◆ INSTRUCTIONS TO FOLLOW:
The required result is each line of the entries below containing the string "casing".

Dataset entries
===
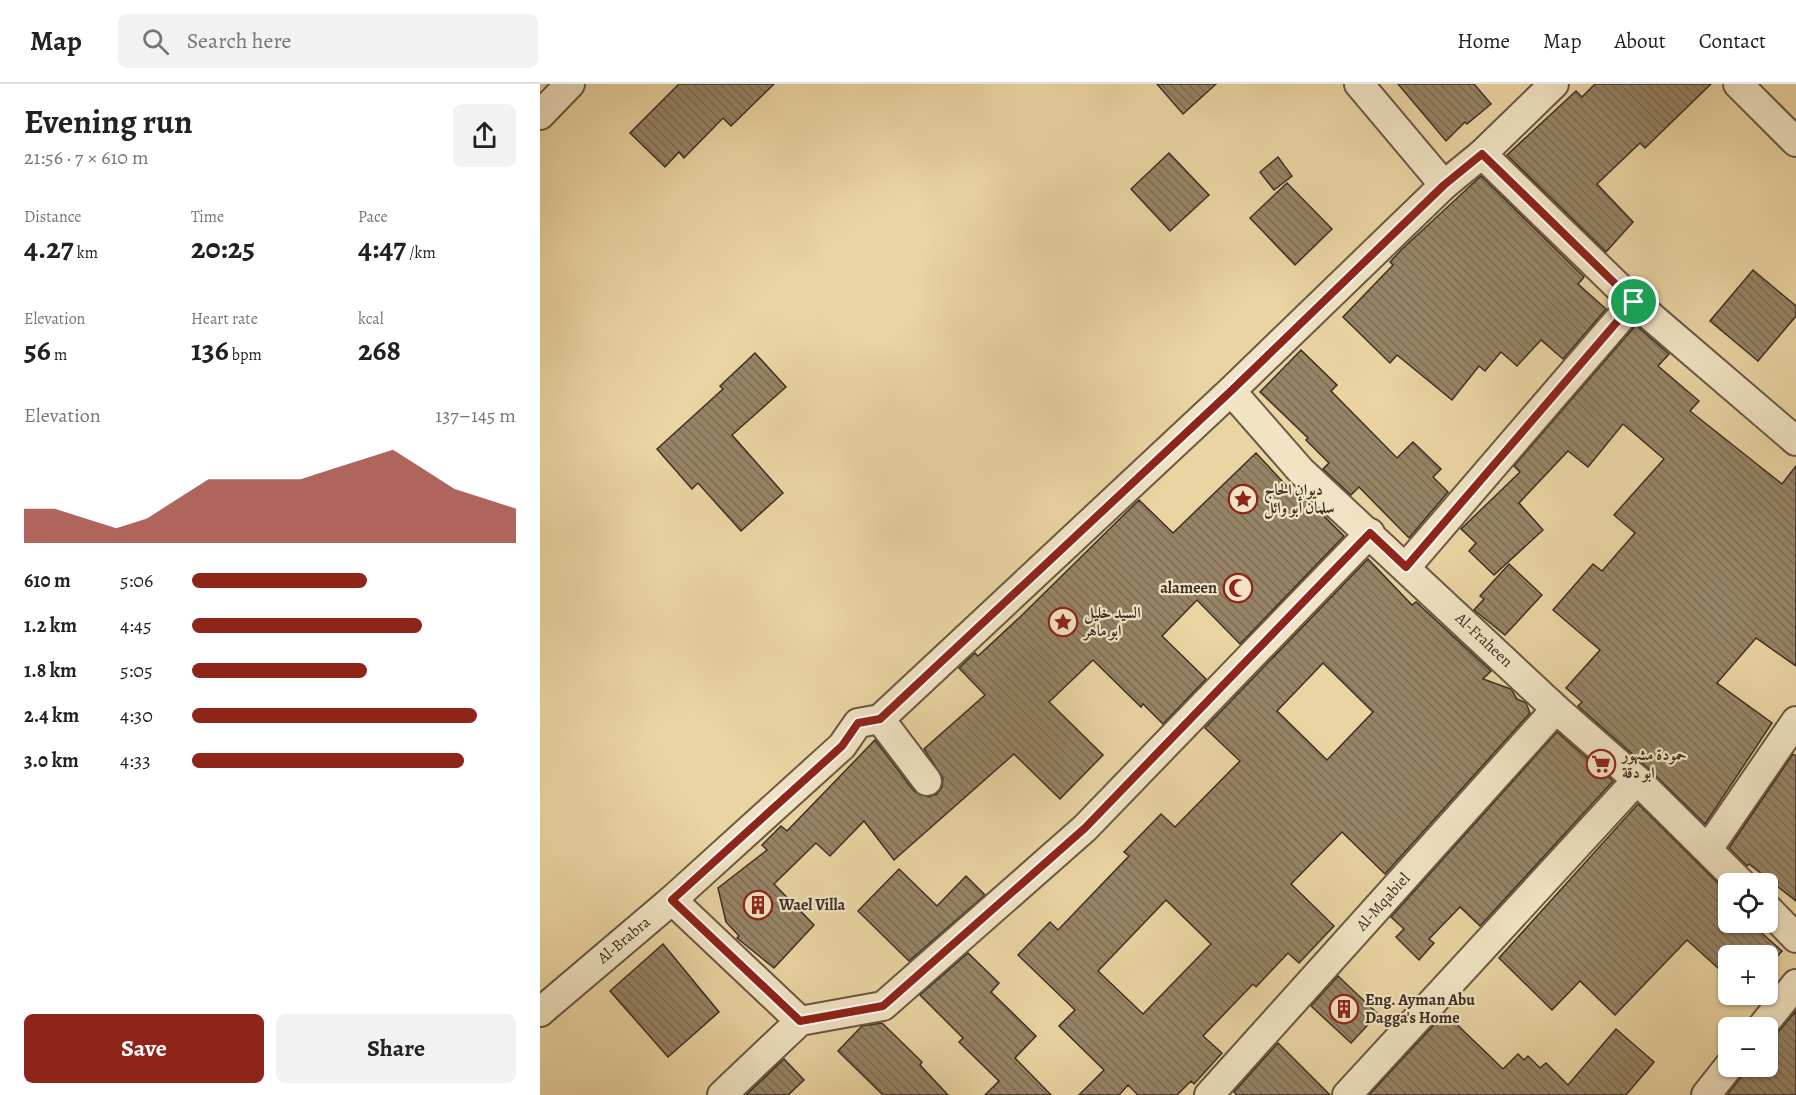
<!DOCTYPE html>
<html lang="en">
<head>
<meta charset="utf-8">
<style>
	body { margin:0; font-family:Alegreya,Amiri,serif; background:#f2f2f2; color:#222; height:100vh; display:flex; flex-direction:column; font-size:22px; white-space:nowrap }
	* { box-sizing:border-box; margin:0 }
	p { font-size:20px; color:#767676 }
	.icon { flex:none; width:33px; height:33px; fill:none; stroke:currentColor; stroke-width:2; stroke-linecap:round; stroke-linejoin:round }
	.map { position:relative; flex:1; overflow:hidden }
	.side { display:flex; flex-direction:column; background:#fff; width:540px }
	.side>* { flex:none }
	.buttons { position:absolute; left:1178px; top:789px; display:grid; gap:12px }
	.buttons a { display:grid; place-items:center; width:60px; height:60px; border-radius:9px; background:#fff; box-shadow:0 2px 4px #0004; font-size:30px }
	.pin { position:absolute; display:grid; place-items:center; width:51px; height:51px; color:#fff; margin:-26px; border:3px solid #fff; border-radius:50%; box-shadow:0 2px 6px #0007 }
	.round { display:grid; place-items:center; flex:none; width:63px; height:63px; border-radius:9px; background:#f2f2f2 }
	.overview { display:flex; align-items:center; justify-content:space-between; height:102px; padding:0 24px }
	h1 { font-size:33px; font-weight:600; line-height:45px }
	.stats { display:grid; grid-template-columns:repeat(3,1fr); gap:9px; height:102px; padding:6px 24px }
	.stats div { display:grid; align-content:center }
	.stats b { font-size:30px; font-weight:600 }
	.stats small { font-size:16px; font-weight:400 }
	.stats p { font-size:16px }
	.chart { height:168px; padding:12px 24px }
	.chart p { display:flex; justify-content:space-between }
	.chart svg { width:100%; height:108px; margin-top:6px; fill:#8f2418; opacity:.7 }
	.cta { display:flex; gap:12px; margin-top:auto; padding:12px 24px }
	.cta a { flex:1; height:69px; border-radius:9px; background:#8f2418; color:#fff; font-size:24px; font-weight:600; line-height:69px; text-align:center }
	.cta a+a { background:#f2f2f2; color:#222 }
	ul { padding:0 24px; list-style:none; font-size:20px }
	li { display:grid; grid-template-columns:96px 72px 1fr; align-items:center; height:45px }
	li i { height:15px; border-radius:8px; background:#8f2418 }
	header { display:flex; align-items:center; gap:36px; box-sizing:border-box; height:84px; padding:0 30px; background:#fff; border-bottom:2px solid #e0e0e0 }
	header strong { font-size:28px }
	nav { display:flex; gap:33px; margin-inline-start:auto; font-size:21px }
	.search { width:420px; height:54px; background:#f2f2f2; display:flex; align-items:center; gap:15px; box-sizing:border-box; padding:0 21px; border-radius:9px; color:#767676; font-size:22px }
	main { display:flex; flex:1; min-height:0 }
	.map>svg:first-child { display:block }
	.building { fill:url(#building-back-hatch); stroke:#3d2e24; stroke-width:1.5; fill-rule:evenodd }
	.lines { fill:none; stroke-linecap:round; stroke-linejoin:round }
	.minor-casing { stroke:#685844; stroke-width:32 }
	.minor { stroke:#f1e3c3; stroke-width:28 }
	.route-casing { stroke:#fff; stroke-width:12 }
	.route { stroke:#8f2418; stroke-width:8 }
	.labels { text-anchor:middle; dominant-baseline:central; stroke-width:4.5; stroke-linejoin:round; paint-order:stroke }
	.poi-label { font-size:16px; font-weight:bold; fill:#3d2e24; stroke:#f1e3c3; text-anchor:start }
	.street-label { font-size:16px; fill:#3d2e24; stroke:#f1e3c3 }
</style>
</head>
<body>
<header>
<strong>Map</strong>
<div class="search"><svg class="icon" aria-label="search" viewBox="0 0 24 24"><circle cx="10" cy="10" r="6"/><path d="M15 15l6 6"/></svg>Search here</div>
<nav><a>Home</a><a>Map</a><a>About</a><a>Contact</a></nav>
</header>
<main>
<section class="side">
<div class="overview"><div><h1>Evening run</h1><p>21:56 · 7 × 610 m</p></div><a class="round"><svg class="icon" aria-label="share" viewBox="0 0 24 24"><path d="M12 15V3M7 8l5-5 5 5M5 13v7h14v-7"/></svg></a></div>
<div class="stats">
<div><p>Distance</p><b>4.27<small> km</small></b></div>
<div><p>Time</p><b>20:25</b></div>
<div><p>Pace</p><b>4:47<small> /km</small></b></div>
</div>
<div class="stats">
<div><p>Elevation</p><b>56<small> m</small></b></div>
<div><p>Heart rate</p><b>136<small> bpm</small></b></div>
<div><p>kcal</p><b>268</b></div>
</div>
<div class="chart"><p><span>Elevation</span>137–145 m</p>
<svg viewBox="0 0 160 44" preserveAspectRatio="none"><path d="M0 44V30L10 30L20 34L30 38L40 34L50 26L60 18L70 18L80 18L90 18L100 14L110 10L120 6L130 14L140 22L150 26L160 30V44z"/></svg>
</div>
<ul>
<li><b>610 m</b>5:06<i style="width:54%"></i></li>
<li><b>1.2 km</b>4:45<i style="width:71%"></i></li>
<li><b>1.8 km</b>5:05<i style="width:54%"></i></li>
<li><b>2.4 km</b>4:30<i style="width:88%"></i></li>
<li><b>3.0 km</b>4:33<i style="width:84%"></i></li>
</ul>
<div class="cta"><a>Save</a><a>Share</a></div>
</section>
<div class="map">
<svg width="1256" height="1011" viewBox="0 0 1256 1011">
	<defs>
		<pattern id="building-back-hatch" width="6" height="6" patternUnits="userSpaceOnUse" patternTransform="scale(1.5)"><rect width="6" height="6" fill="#978466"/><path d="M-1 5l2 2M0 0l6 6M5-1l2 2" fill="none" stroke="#7c6c54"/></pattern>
	</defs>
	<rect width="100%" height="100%" fill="#ead4a2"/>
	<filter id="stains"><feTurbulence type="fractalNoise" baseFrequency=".00333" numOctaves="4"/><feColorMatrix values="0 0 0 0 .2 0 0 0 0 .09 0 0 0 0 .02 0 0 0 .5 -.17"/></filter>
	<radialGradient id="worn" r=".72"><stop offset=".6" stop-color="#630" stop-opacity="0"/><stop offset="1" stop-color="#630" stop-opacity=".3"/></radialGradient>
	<g class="building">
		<path d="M 139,0 L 234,0 L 191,42 L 183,34 L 144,74 L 139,68 L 125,83 L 90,49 Z"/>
		<path d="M 617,0 L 676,0 L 643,30 Z"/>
		<path d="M 858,0 L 934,0 L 951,20 L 927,40 L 925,38 L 906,57 Z"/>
		<path d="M 1055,0 L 1171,0 L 1105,64 L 1100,59 L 1057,100 L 1093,138 L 1066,168 L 967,71 L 1036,7 L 1042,13 Z"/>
		<path d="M 629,69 L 669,111 L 630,147 L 591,105 Z"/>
		<path d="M 738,73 L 752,92 L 734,106 L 720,88 Z"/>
		<path d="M 941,92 L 1044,193 L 1038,200 L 1066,225 L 1023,275 L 1001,256 L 977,282 L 961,268 L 945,287 L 939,282 L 912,316 L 857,271 L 850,279 L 803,233 L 853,181 L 850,178 L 861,166 Z"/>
		<path d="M 747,99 L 792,145 L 755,181 L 710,134 Z"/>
		<path d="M 1213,186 L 1256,222 L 1256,232 L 1218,277 L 1170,237 Z"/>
		<path d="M 1096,241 L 1129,270 L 1118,282 L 1159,317 L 1150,327 L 1242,400 L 1256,382 L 1256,582 L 1216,554 L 1177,599 L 1232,639 L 1165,740 L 1108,684 L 1038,622 L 1042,618 L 1026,604 L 1060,566 L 1013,526 L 1053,480 L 1062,487 L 1095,449 L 1074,431 L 1124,375 L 1083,340 L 1048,383 L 1028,367 L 979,419 L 1003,446 L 954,491 L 929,467 L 936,459 L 921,445 L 980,388 L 974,382 Z"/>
		<path d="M 761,266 L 797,301 L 791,307 L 857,374 L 873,358 L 901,385 L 893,393 L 908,408 L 869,454 L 819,403 L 811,411 L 783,385 L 789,379 L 766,356 L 768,354 L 720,308 Z"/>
		<path d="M 215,269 L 246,303 L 192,351 L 243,409 L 201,447 L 158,399 L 152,405 L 117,365 L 183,305 L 180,302 Z"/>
		<path d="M 716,369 L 756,412 L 760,408 L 804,452 L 700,560 L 657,516 L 622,552 L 666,595 L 623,640 L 603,620 L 601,623 L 553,576 L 509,618 L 563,671 L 520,715 L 474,670 L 354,776 L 324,737 L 290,772 L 276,759 L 234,800 L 274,841 L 234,884 L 197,854 L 199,852 L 186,838 L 178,804 L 227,766 L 222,761 L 241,742 L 247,747 L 335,656 L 374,707 L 388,713 L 397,710 L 402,703 L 403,694 L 384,665 L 445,611 L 419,584 L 435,569 L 438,572 L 480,533 L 599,416 L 633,449 Z"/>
		<path d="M 828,475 L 872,521 L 876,518 L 951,587 L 943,595 L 971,605 L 977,615 L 986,619 L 990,629 L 845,790 L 802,748 L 751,800 L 794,842 L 759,879 L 748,869 L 716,903 L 713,900 L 663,952 L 682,969 L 654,1000 L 651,997 L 637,1011 L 598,1011 L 588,1001 L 579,1011 L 539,1011 L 564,986 L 519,942 L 535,926 L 478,871 L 510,838 L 518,846 L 589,772 L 584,768 L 621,730 L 635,743 L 700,677 L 665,644 ZM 783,579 L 833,628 L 787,676 L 737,627 ZM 626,816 L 671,860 L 603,930 L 558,887 Z"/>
		<path d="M 969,480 L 1002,511 L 965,551 L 934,526 L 944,515 L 940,512 Z"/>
		<path d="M 1017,648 L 1073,697 L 940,842 L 920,823 L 889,855 L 894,859 L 879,876 L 856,853 L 864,845 L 851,833 Z"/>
		<path d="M 1253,670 L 1256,672 L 1256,817 L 1209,780 L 1207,782 L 1189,764 Z"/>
		<path d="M 1098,720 L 1188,809 L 1188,838 L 1209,838 L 1242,867 L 1227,884 L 1227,872 L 1188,872 L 1188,893 L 1147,856 L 1075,931 L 1040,897 L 1012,926 L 959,874 Z"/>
		<path d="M 359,785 L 397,822 L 426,792 L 445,811 L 369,877 L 318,827 Z"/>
		<path d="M 123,860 L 179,928 L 128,973 L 70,907 Z"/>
		<path d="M 428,869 L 459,899 L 451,908 L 496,952 L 475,974 L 511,1011 L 445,1011 L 459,997 L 419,958 L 423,954 L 380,911 Z"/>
		<path d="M 798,892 L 838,930 L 811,959 L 771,922 Z"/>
		<path d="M 1256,927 L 1256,1011 L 1187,1011 L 1202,992 L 1205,982 L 1227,982 L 1227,961 Z"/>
		<path d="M 905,929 L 963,985 L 978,970 L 984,976 L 988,972 L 1000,984 L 1006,979 L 1028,1001 L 1076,945 L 1114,978 L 1086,1011 L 829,1011 Z"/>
		<path d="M 342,939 L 382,978 L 380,981 L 408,1011 L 343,1011 L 298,967 L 322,942 Z"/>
		<path d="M 738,959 L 790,1011 L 697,1011 L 694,1008 Z"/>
		<path d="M 244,975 L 264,996 L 248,1011 L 206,1011 Z"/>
	</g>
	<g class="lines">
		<g class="minor-casing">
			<g id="minor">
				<path d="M 819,0 L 904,101"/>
				<path d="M 1198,0 L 1256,58"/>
				<path d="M 0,31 L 30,0"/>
				<path d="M 942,70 L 1094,218 L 1256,357"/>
				<path d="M 691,307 L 761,387 L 1016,625 L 1097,696 L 1202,800"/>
				<path d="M 866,483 L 1094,218"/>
				<path d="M 340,635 L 387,697"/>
				<path d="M 1168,765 L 1256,637"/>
				<path d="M 132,816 L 260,937"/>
				<path d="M 1227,824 L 1256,854"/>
				<path d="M 0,928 L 132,816 L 302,662 L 318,639 L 340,635 L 691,307 L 904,101 L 942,70 L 1014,0"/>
				<path d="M 1221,944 L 1256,900"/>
				<path d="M 182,1011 L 260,937 L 343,922 L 545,744 L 830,449"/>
				<path d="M 669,1011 L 1016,625"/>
				<path d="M 807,1011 L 1097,696"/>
				<path d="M 1166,1011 L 1189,982"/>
			</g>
		</g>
		<use href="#minor" class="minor"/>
	</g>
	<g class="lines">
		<g class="route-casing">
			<path id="route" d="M 942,70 L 1094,218 L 866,483 L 830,449 L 545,744 L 343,922 L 260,937 L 132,816 L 302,662 L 318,639 L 340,635 L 691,307 L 904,101 Z"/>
		</g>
		<use href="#route" class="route"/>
	</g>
	<defs>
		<g id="sight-ring" transform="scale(1.5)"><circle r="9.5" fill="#f1e3c3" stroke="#8f2418" stroke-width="1.5"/><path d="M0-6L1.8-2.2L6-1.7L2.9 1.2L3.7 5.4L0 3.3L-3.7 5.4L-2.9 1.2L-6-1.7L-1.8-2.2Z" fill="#8f2418"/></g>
		<g id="mosque-ring" transform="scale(1.5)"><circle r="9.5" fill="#f1e3c3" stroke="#8f2418" stroke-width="1.5"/><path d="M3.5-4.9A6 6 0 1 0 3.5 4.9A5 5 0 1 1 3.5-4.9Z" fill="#8f2418"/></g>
		<g id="supermarket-ring" transform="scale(1.5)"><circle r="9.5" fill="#f1e3c3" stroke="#8f2418" stroke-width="1.5"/><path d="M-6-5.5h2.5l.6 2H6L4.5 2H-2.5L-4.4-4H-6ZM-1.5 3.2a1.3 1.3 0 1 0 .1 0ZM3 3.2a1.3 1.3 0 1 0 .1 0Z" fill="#8f2418"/></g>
		<g id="building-ring" transform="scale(1.5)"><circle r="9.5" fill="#f1e3c3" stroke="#8f2418" stroke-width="1.5"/><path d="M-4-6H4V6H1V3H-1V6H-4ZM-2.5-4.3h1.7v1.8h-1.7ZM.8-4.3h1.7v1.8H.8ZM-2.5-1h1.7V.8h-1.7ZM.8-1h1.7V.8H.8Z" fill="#8f2418"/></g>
	</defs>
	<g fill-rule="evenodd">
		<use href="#sight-ring" x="703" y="415"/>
		<use href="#mosque-ring" x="698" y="504"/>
		<use href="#sight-ring" x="523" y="538"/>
		<use href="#supermarket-ring" x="1061" y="680"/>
		<use href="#building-ring" x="218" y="821"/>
		<use href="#building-ring" x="804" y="925"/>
	</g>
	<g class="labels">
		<g class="poi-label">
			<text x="724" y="406">ديوان الحاج<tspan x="724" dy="18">سلمان أبو وائل</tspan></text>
			<text x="677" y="504" text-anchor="end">alameen</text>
			<text x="544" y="529">السيد خليل<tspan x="544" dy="18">ابو ماهر</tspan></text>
			<text x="1082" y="671">حمودة مشهور<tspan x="1082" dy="18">ابو دقة</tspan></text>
			<text x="239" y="821">Wael Villa</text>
			<text x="825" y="916">Eng. Ayman Abu<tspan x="825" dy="18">Dagga's Home</tspan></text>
		</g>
		<g class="street-label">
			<text transform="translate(944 556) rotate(43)">Al-Fraheen</text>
			<text transform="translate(843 818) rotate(-48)">Al-Mqabiel</text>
			<text transform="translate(84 856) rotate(-40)">Al-Brabra</text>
		</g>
	</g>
	<rect width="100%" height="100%" filter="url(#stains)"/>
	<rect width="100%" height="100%" fill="url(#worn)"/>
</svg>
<div class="buttons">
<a><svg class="icon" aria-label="locate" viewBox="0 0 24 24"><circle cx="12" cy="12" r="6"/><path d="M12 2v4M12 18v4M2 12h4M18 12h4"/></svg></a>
<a>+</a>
<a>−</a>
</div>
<div class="pin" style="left:1094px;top:218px;background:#1e9e55"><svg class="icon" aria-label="arrive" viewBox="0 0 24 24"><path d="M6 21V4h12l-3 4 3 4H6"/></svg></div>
</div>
</main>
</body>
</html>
===
◆ RESULT OF THIS TASK:
	.minor-casing { stroke:#685844; stroke-width:32 }
	.route-casing { stroke:#fff; stroke-width:12 }
		<g class="minor-casing">
		<g class="route-casing">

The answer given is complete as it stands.